Densho Digital Archive
Densho Visual History Collection
Title: Henry Shimizu Interview
Narrator: Henry Shimizu
Interviewer: Tom Ikeda
Location: Seattle, Washington
Date: July 25 & 26, 2006
Densho ID: denshovh-shenry-01-0041

<Begin Segment 41>

TI: Okay, before we go there, I want to, let's stay at New Denver, because I do want to talk about that also. But New Denver, so it sounds like to me, what New Denver was, was in some cases designed to be a community.

HS: It was a community, yes.

TI: And what did the Japanese do to make it more like a community? I mean, were there things that they set up...

HS: Well, it became, see, one of the things they did, in New Denver, the actual houses were on a, sort of a, sort of a peninsula or a, or an outcrop of the shoreline of the lake. There was a farm there that sort of jutted out into the lake, and on that, on that jut of land, it had been cleared, and an Italian family that's name of Watson of all things, it was an Italian family of farmers. And they had, they had a market garden going in that area. They owned an orchard, that whole thing was an orchard, the whole jut of land. Well, they converted that whole, somehow, the B.C. Security Commission acquired that land, either rented it or they bought it, I have no idea. And, in fact, the Watson, the family of Italians lived right in the center of that, and continued to stay there all the time that the camp was there.

TI: So they were surrounded by the Japanese?

HS: Japanese, yes. So we were, they were always surrounded by us, and in fact, during that first winter, that was the winter of '42, they supplied a lot of the vegetables, the Japanese families that got in there and started cooking for themselves, and there was no, they had no way of getting fresh vegetables at that time. However, two hundred shiplap houses, two hundred plus. Because there were two hundred houses for people, plus they had to build, they built two bathhouses, or ofuro houses, they built a community hall -- and this was with shiplap -- and then they built something in the neighborhood of about twenty little, twenty little houses that became schoolrooms. Each house being, each shiplap shack becoming a schoolroom for a class of kids.

TI: Oh, that's interesting. So rather than having a large schoolhouse, they had these little, like, portables, kind of.

HS: That's right, it was portables. Well, the reason, of course, was that that's, the design was already set. They were pre-fabbed, you know, they were built in this, in this big rink that they had. Although it was a mess hall in the front end, the back end had been converted into a carpenter shop, and they put it into a carpenter shop, a tin shop, so that... a plumbing shop, and they, they really started working on that. The first thing they built were the houses.

TI: So who would be, who would be building these houses?

HS: Oh, all the, our fathers and young men.

TI: Okay, so they're back there building these shacks, and then move them to --

HS: Move them in, yes.
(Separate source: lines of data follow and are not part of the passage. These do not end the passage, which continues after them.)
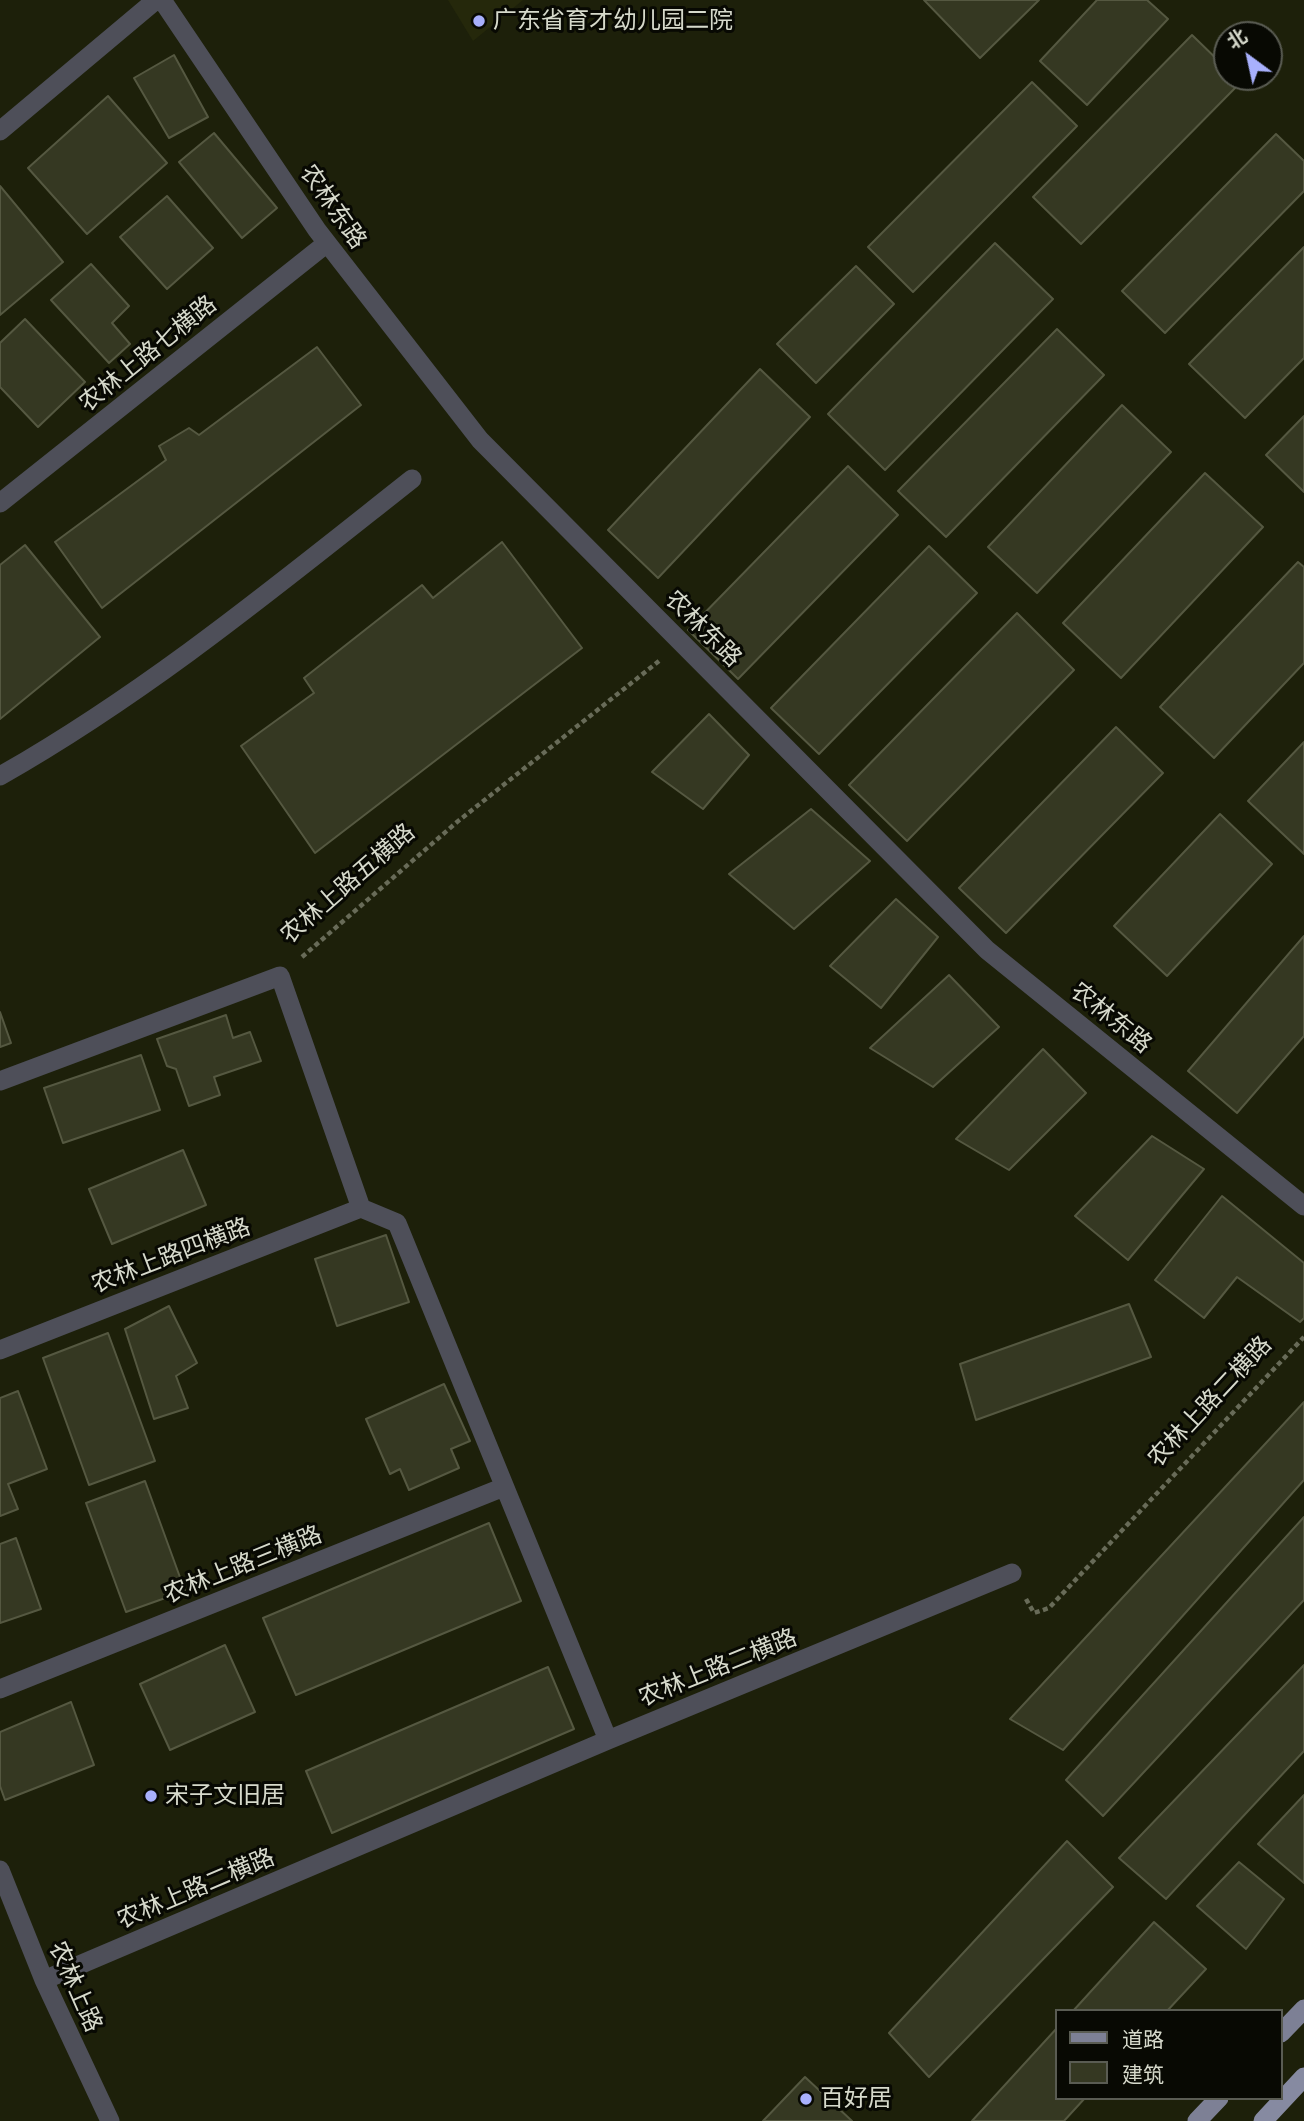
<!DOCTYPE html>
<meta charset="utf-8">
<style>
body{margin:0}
#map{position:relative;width:1304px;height:2121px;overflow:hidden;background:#1d200a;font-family:"Alegreya Sans","Noto Sans SC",sans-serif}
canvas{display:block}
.legend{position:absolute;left:1055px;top:2009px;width:228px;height:91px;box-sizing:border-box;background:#080903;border:2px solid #5a5c53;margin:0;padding:9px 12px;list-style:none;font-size:21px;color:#d6d9cb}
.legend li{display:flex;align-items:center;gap:14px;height:35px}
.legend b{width:35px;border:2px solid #5a5c53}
.north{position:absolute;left:1213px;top:21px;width:70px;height:70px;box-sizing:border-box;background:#080903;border:2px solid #5a5c53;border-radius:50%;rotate:327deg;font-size:19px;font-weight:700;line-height:28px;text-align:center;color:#d6d9cb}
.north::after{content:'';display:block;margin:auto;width:24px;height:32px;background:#a8b0fc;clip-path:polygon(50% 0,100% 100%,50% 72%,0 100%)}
</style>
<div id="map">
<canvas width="1304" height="2121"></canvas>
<ul class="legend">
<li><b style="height:9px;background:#7d8095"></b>道路</li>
<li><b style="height:19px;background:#353822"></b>建筑</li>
</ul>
<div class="north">北</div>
</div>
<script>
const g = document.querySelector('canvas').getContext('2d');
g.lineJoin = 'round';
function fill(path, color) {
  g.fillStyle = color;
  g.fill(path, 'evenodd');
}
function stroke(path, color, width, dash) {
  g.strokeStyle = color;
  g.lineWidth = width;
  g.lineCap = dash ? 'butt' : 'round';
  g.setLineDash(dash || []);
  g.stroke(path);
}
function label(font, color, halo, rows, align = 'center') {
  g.font = font + ' "Alegreya Sans","Noto Sans SC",sans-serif';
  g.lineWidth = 6;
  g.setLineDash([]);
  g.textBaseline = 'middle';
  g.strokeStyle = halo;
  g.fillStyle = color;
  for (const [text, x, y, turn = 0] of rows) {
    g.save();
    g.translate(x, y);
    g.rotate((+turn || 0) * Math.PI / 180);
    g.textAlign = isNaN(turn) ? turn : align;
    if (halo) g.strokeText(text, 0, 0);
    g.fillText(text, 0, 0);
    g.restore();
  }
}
fill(new Path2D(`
 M 448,0 L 523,0 L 473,41 Z`), '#25280b');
const building = new Path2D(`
 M 924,0 L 1039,0 L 980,58 Z
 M 1097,0 L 1147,0 L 1168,19 L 1087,105 L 1040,61 Z
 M 1192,35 L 1227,69 L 1227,77 L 1236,77 L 1241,82 L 1081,244 L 1033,197 Z
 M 174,55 L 208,117 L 169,138 L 134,78 Z
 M 1032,82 L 1077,126 L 913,292 L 868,247 Z
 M 108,96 L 167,163 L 87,234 L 28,168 Z
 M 214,133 L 277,208 L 242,238 L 179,162 Z
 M 1276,134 L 1304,161 L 1304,191 L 1165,333 L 1122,291 Z
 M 0,186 L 63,262 L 0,315 Z
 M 167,196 L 213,248 L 167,289 L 120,237 Z
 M 995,243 L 1053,299 L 885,470 L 828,414 Z
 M 1304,247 L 1304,358 L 1245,418 L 1189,364 Z
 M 91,264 L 129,306 L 112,323 L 130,344 L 109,363 L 51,300 Z
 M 856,266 L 894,304 L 816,383 L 777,344 Z
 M 25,319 L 85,382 L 38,427 L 0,387 L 0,343 Z
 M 1057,329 L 1104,375 L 946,537 L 898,491 Z
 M 317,347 L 361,405 L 102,608 L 55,542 L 166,460 L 159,446 L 189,428 L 199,435 Z
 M 760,369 L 810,417 L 658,578 L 608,530 Z
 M 1122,405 L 1171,452 L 1037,593 L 988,547 Z
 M 1304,416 L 1304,492 L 1266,455 Z
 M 848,466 L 898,515 L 738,679 L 688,630 Z
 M 1205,473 L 1263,527 L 1121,678 L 1063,623 Z
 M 502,542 L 582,648 L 315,853 L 241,746 L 314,693 L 304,678 L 422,585 L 433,598 Z
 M 25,545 L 100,637 L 0,719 L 0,565 Z
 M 929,546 L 977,593 L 819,754 L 771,708 Z
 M 1298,562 L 1304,567 L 1304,663 L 1214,758 L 1160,707 Z
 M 1017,613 L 1074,670 L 907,841 L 849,785 Z
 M 709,714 L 749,755 L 703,809 L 652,772 Z
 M 1116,727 L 1163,773 L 1006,933 L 959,888 Z
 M 1304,742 L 1304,854 L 1248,801 Z
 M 811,809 L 870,861 L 794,929 L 729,874 Z
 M 1220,814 L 1272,864 L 1167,976 L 1114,926 Z
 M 896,899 L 938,937 L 881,1008 L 830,966 Z
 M 1304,936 L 1304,1036 L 1237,1113 L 1188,1071 Z
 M 949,975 L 999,1027 L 933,1087 L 870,1048 Z
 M 0,1012 L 11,1043 L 0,1047 Z
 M 226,1015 L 233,1038 L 250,1032 L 261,1061 L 214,1077 L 220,1095 L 189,1106 L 176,1069 L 167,1066 L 157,1039 Z
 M 1043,1049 L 1086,1093 L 1009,1170 L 956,1139 Z
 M 141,1055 L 160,1110 L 63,1143 L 44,1088 Z
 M 1152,1136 L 1204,1169 L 1128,1260 L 1075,1216 Z
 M 183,1150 L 206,1205 L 112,1244 L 89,1189 Z
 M 1222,1196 L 1304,1263 L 1304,1318 L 1300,1322 L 1237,1277 L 1204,1318 L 1155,1280 Z
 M 386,1235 L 409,1302 L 337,1326 L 315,1259 Z
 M 1129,1304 L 1151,1357 L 976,1420 L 960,1364 Z
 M 169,1306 L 197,1363 L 176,1376 L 188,1408 L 154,1419 L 125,1329 Z
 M 108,1333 L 155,1461 L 89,1485 L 43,1358 Z
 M 444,1384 L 470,1441 L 451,1449 L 459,1468 L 409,1490 L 400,1469 L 390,1474 L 366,1419 Z
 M 18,1391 L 47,1469 L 8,1484 L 18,1509 L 0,1516 L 0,1398 Z
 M 1304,1402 L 1304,1480 L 1063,1750 L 1010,1719 Z
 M 145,1481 L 185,1591 L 126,1612 L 86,1503 Z
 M 1304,1517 L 1304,1600 L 1103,1816 L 1066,1780 Z
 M 489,1523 L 521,1601 L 296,1695 L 263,1618 Z
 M 16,1538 L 41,1609 L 0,1623 L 0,1544 Z
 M 225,1645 L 255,1712 L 170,1750 L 140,1684 Z
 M 1304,1665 L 1304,1751 L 1166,1899 L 1119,1858 Z
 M 548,1667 L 574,1729 L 332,1833 L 306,1771 Z
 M 71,1702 L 94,1765 L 5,1800 L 0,1786 L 0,1732 Z
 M 1304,1795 L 1304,1883 L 1258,1844 Z
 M 1067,1841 L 1113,1887 L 929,2077 L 889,2033 Z
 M 1239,1862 L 1284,1899 L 1246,1949 L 1197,1906 Z
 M 1154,1922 L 1206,1969 L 1167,2011 L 1073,2011 Z
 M 1057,2028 L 1057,2098 L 1085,2098 L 1064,2121 L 972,2121 Z
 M 805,2077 L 852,2121 L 763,2121 Z`);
fill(building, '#353822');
stroke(building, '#555841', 2);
stroke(new Path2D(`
 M 302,957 L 457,822 L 659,661
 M 1026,1599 L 1034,1613 L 1049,1608 L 1304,1337`), '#686b58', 4.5, [5, 3.5]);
stroke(new Path2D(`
 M 0,776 C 148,692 279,584 412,479`), '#4e4f59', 19);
stroke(new Path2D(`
 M 162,0 L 317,230 L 480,440 L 987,950 L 1304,1206
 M 0,131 L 156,0
 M 0,503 L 327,243
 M 0,1081 L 280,976 L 361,1208 L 397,1223 L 608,1740
 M 0,1350 L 361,1208
 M 0,1689 L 504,1487
 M 0,1870 L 44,1980 L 110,2121
 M 44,1980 L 608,1740 L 1012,1573`), '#4e4f59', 19);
stroke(new Path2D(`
 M 1281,2033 L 1304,2009
 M 1197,2121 L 1219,2098`), '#7d8095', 19);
stroke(new Path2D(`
 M 1263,2121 L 1304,2077`), '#868aa1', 19);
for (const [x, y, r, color] of [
 [479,21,7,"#a8b0fc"],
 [151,1796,7,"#a8b0fc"],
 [806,2099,7,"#a8b0fc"]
]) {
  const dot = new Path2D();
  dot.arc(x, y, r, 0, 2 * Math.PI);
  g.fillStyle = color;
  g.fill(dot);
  stroke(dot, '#080903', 2.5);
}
label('24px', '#d6d9cb', '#080903', [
 ["广东省育才幼儿园二院",493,21],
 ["宋子文旧居",165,1796],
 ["百好居",820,2099]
], 'left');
label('24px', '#d6d9cb', '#080903', [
 ["农林东路",333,207,55],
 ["农林上路七横路",148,354,-39],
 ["农林东路",703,629,45],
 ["农林上路五横路",348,884,-41],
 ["农林东路",1111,1018,39],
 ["农林上路四横路",171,1256,-21],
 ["农林上路二横路",1210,1402,-47],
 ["农林上路三横路",243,1565,-22],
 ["农林上路二横路",718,1668,-22],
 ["农林上路二横路",196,1889,-23],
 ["农林上路",75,1987,66]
]);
</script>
And then I have a, one of the paintings I do shows you the building of the, of the shiplap houses. And it was, they, all the rafters and joists were built, and then they would just, they would just make a floor, and then, then they put up the, put up the frame, and then fill in the frame with shiplap and roof it with shingles. At the beginning, they didn't use shingles. All they did was put tarpaper on top of shiplap, and you had the tarpapers, tarpaper roof, and the sides were, with paper installation inside and you had the joists and the studs going up into the roof area. And this is all, all prefabricated. Everything was cut. What they really, they sat there and fit them together, and they would, they would have to build a floor, because each, each floor was individual, unfortunately, but they knew exactly how each, the sides of each one, because they're either, they had these three different sizes. And so they, they figured out which ones, how many of these they would build, and then allotted a house where some families were, families were given single houses, others had, were willing to take the double ones, and then we were willing to take a double one, but we had to get a bigger one because we, we had too many people.

TI: That's interesting. So you mentioned some of these shacks were used as schools. So did you have school that first winter in New Denver?

HS: That first winter, that first winter in (1942), they had a school going by that wintertime. Yeah, they had a school going, because they built, those were some of the first houses that were built. You know, it was, in the back of everybody's mind was the fact that our, the kids were being left uneducated, and that was not good. And one of the things that they, they approached the commission about -- 'cause they, the administration became... New Denver, the town itself of New Denver, village of New Denver, had a little administration building where the RCMP were, and they had administration for the whole valley. And I know that discussions probably went in between them and the Japanese people or whoever were... they made little associations of Japanese, some of the older men would become the, what you call spokespeople for the Japanese, and they would, they negotiate what could be done in the camp. There was never any barbed wire put up or anything. The camps were completely open.